= WHAT YOU WILL DO =
Go over the material below and report every line that contains the word "from".

= SOURCE MATERIAL =

·····

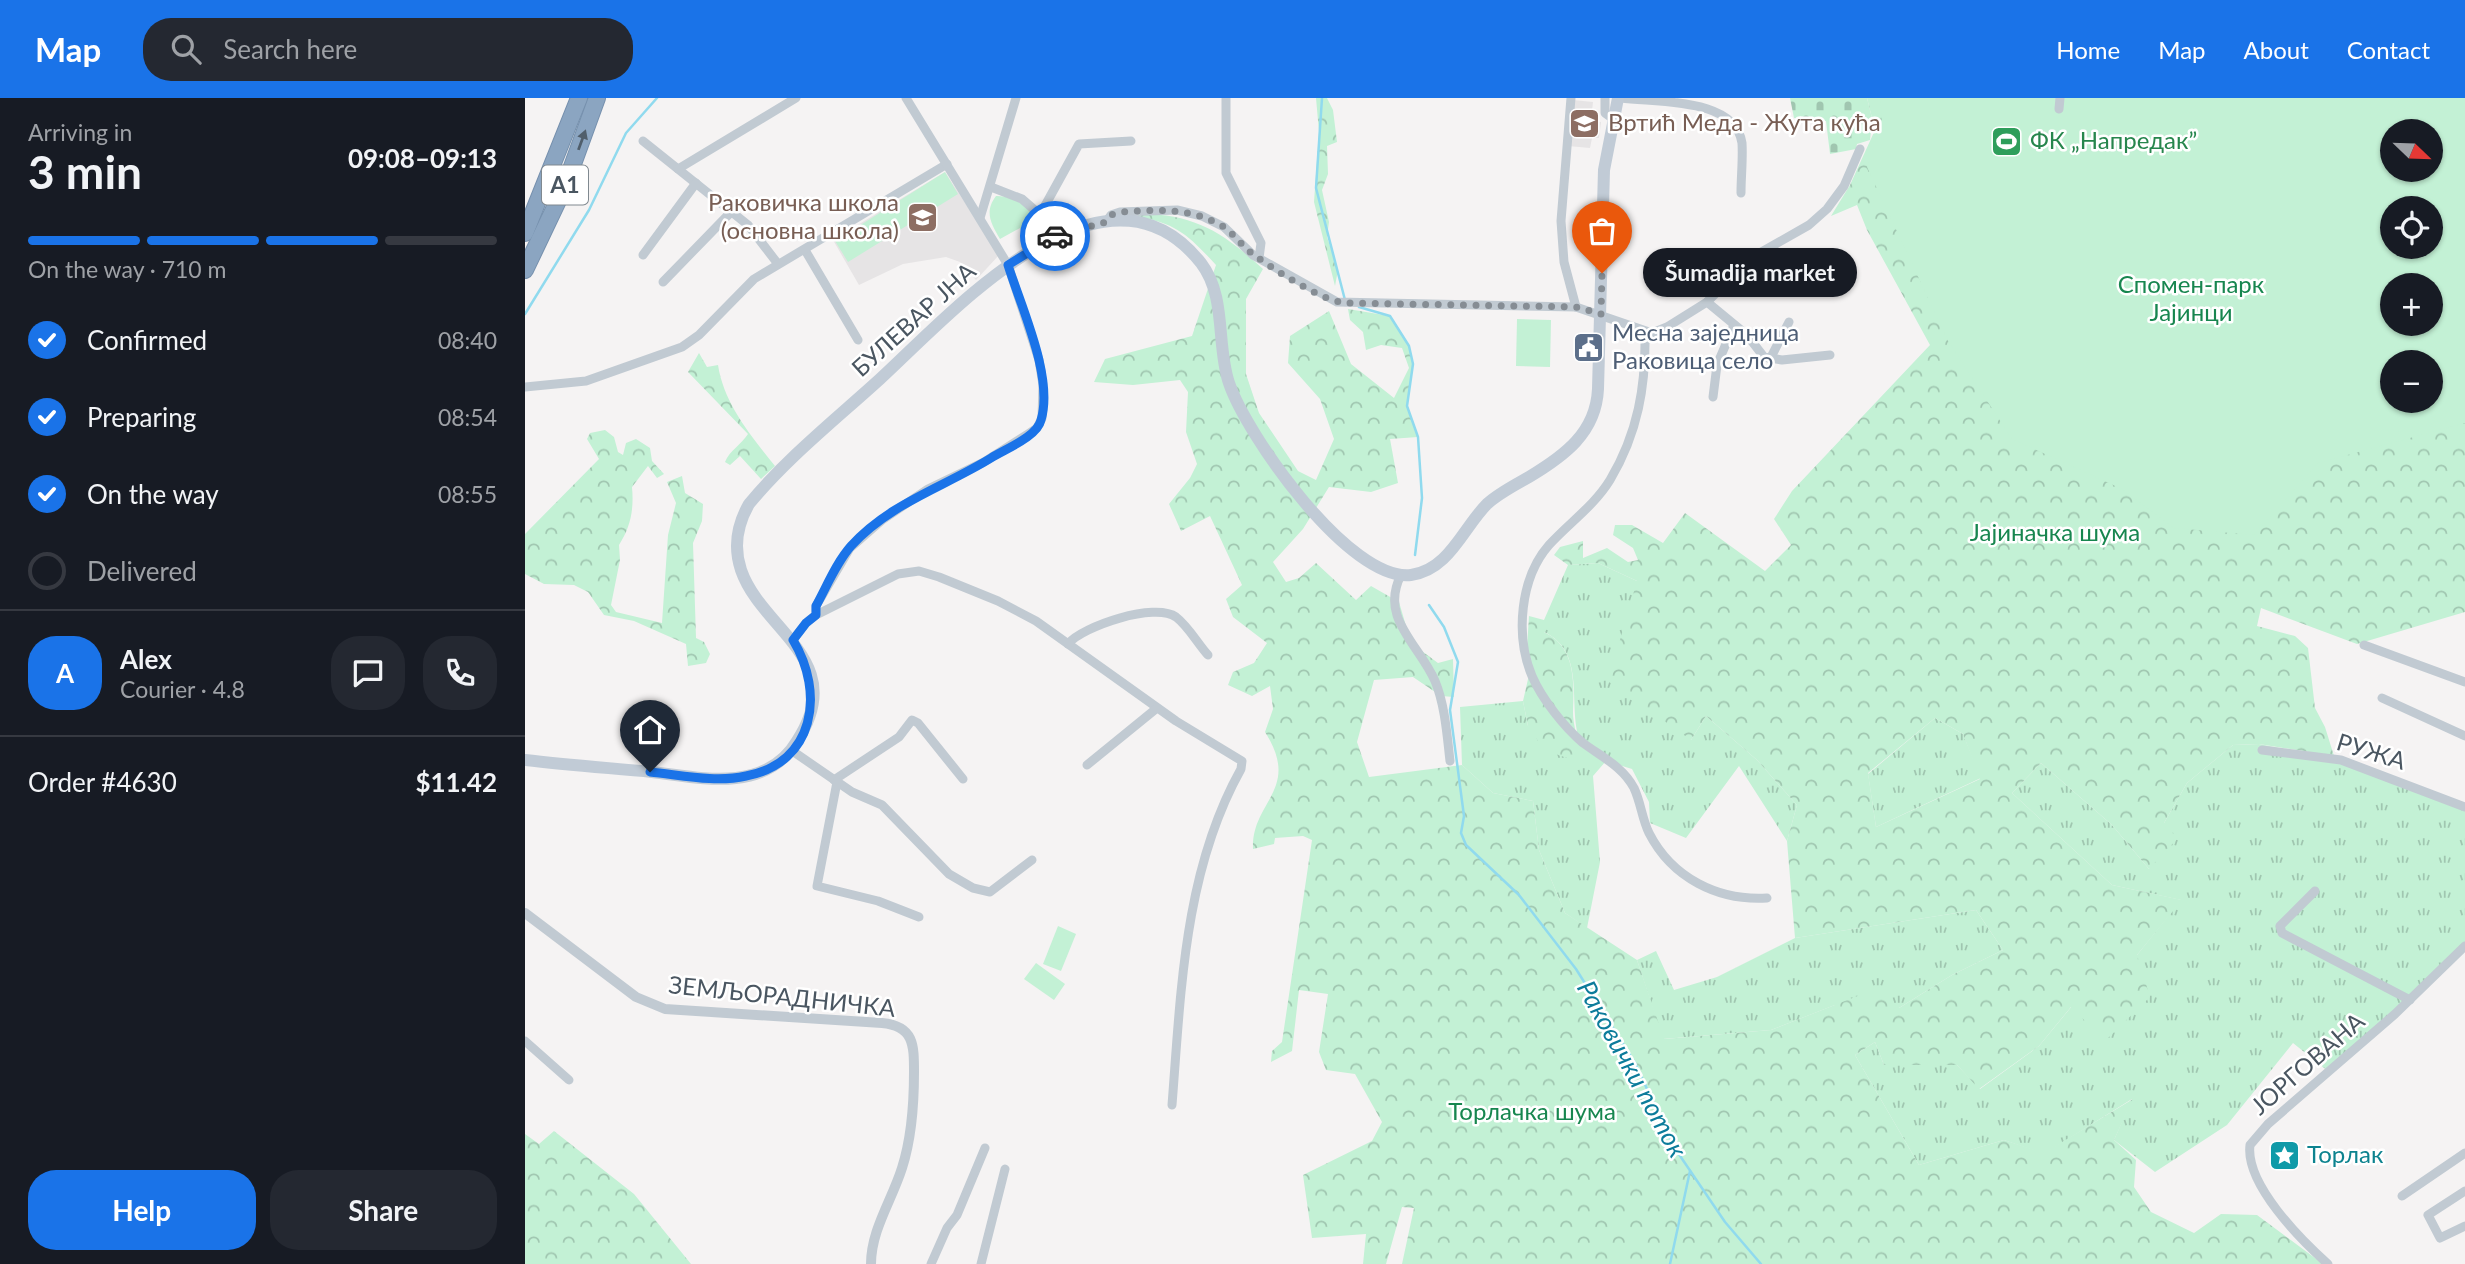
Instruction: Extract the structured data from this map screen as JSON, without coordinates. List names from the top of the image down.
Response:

·····

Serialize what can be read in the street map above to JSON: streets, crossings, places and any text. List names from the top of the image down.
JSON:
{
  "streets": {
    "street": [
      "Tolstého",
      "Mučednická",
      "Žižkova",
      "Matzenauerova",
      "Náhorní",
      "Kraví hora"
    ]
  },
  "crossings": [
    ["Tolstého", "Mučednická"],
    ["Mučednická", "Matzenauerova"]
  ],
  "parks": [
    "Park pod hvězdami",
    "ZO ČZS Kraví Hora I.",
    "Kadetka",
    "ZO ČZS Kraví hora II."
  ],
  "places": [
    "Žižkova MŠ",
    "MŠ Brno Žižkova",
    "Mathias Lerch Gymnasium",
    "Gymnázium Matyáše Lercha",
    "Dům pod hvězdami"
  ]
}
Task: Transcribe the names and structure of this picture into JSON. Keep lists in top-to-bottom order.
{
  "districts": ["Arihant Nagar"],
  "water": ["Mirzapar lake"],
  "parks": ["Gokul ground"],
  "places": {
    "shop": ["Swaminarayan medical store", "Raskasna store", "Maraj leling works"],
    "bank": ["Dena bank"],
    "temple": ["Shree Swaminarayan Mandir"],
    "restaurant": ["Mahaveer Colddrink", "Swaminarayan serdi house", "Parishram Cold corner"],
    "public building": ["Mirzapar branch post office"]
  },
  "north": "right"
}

·····

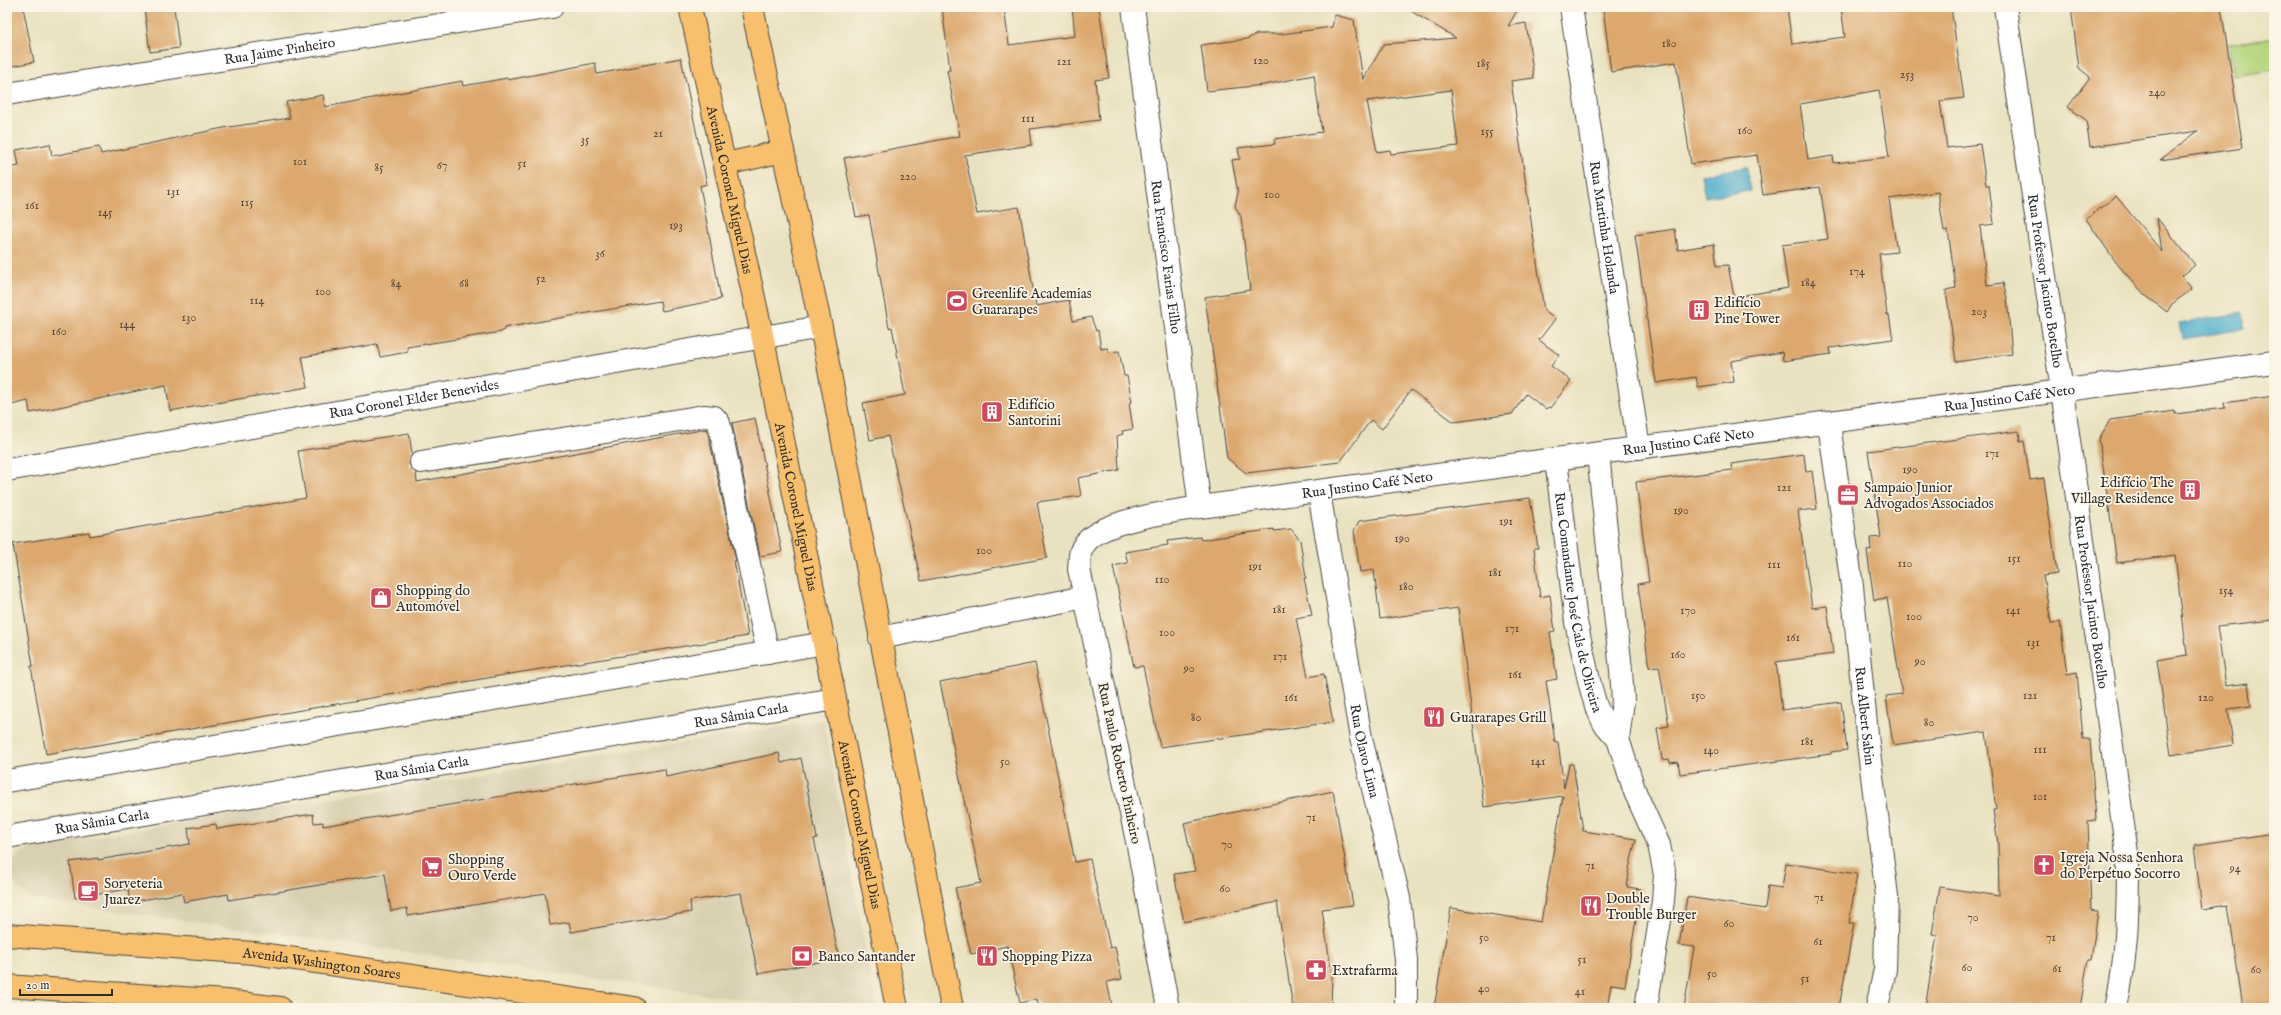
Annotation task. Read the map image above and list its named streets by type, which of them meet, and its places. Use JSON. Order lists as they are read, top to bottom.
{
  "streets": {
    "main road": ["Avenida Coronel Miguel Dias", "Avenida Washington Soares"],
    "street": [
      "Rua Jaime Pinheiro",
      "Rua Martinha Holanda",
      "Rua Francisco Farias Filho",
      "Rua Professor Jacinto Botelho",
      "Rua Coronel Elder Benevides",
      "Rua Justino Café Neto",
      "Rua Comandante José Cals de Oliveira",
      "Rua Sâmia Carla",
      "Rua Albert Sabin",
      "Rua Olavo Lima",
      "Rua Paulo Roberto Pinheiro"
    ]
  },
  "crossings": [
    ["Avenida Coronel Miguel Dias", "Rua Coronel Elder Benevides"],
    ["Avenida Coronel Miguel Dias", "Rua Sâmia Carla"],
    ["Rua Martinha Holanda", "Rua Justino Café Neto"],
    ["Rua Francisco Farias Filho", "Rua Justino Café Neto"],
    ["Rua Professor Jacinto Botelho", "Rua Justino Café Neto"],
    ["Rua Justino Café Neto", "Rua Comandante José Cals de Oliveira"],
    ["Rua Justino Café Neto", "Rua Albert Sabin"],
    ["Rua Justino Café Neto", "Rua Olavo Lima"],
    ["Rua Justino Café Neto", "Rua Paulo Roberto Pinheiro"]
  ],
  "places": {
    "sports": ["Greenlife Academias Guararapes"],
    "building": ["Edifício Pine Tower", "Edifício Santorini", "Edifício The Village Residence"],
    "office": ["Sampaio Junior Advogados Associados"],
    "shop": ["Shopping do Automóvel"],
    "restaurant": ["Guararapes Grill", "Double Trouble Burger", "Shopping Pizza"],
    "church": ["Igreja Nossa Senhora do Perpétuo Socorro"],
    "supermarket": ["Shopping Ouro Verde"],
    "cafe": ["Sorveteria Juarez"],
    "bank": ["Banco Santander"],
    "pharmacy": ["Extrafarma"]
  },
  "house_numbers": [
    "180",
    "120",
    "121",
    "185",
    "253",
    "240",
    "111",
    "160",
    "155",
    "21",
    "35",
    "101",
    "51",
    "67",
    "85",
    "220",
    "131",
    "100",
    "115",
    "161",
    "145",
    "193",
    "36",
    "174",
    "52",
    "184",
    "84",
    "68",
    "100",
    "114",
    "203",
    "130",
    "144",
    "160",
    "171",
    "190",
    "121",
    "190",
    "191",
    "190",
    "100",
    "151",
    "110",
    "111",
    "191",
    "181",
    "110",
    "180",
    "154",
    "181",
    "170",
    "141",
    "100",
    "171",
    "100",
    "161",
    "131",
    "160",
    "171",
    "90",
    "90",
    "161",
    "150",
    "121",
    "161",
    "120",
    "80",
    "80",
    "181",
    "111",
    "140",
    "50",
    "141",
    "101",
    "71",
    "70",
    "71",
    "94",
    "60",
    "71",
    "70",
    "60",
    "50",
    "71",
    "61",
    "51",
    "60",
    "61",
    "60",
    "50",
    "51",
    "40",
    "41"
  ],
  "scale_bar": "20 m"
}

·····

= ANSWER BOX =
Instruction: Extract the structured data from this map screen as JSON, without coordinates. List names from the top of the image down.
Serialize what can be read in the street map above to JSON: streets, crossings, places and any text. List names from the top of the image down.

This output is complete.